In biomedical data analysis, there is also the paradox of having too much and not enough data at the same time. On one hand, there are a tremendous amount of medical record, social media, and literature data. Efforts like the Million Veterans Project  have also collected a huge amount of DNA data. Using devices for tasks like activity tracking and continuous glucose monitoring generates more data than our current medical record systems can digest. On the other hand, the health record of a patient is an open system with much missing information in contrast with the closed system of a chess or Go game, where all data are available. Patients are observed at irregular intervals (eg, at clinic visits or during hospitalization) and are never subjected to all possible tests or treatments. Sometimes, death is the only definitive outcome.
I agree that data types are multiple and complex. Simple solutions are insufficient, and the proliferation of irrelevant data in a record, not to mention the current cut-and-paste or fill-in-the-template fad, obscures what is important.

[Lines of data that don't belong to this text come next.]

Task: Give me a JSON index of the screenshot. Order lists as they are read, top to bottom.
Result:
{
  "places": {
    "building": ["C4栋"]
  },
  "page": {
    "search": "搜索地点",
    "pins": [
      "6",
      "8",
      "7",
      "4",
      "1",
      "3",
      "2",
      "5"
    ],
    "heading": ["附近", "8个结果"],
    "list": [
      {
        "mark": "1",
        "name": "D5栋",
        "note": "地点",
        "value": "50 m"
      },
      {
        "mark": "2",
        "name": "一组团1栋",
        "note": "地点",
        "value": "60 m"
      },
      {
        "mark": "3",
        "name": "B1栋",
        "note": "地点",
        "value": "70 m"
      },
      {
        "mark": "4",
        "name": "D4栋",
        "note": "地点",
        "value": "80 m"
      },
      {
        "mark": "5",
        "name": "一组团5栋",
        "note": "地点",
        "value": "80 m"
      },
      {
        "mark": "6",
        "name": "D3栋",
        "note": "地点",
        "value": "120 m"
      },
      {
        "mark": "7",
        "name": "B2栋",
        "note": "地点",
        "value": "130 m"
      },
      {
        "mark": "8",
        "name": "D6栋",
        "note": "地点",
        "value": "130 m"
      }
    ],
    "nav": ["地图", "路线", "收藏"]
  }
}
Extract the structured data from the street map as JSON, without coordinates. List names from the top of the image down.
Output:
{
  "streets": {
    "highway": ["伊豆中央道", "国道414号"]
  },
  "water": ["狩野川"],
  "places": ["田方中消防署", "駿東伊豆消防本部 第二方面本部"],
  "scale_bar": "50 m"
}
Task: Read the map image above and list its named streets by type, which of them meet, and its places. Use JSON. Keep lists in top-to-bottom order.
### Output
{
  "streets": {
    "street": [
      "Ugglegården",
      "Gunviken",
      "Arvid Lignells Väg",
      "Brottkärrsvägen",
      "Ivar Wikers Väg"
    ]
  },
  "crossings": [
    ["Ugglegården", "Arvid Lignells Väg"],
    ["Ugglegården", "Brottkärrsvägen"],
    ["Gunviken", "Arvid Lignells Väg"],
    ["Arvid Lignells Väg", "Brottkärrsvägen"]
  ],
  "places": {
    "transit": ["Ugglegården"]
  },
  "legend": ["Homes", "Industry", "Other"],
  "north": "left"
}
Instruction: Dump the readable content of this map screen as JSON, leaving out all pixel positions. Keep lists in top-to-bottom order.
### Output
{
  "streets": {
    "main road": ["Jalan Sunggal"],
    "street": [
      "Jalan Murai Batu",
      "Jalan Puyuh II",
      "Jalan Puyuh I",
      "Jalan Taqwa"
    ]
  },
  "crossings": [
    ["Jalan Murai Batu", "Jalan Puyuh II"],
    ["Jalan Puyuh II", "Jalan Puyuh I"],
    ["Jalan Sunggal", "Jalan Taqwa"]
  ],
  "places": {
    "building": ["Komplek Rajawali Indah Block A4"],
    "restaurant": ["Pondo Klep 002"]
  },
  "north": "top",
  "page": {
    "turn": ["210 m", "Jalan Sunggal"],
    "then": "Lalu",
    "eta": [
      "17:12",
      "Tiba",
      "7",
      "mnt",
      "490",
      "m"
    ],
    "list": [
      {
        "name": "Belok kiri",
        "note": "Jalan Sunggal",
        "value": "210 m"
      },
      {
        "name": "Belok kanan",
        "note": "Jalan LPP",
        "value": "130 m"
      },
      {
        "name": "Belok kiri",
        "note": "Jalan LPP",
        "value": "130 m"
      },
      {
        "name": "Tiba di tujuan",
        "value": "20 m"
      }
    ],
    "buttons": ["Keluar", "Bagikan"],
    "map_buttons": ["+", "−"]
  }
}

One of the major difficulties with medical data is not just that it is not enough, but also that it is theory laden, that is, very few pieces of data are recorded routinely. A lot of data in observations are gathered only when the clinician has thought it is appropriate, that is, when diseases are tested for their absence or presence. If there is no reason to do the test, the test is not performed. Only a few tests are ever performed routinely; a transcribed set of physical observations (as is done in physical examination) is rarely recorded in enough detail (not to mention the failure to observe, which often occurs) to provide sufficient data for a more comprehensive analysis. For that reason alone, studies based on the recorded observations are often incomplete and potentially misleading. However, for predictions, observations not made may be the critical ones. Think about the patient with metabolic syndrome mentioned above. What data are we missing?
Similarly, the results of clinical trials are not a complete picture. Even though participants have been selected, often excluding many individuals because of complicating conditions, the data collected on the participants are designed for testing certain hypotheses, with narrowly defined outcomes. A common criticism is that such trials are so artificial that they are irrelevant.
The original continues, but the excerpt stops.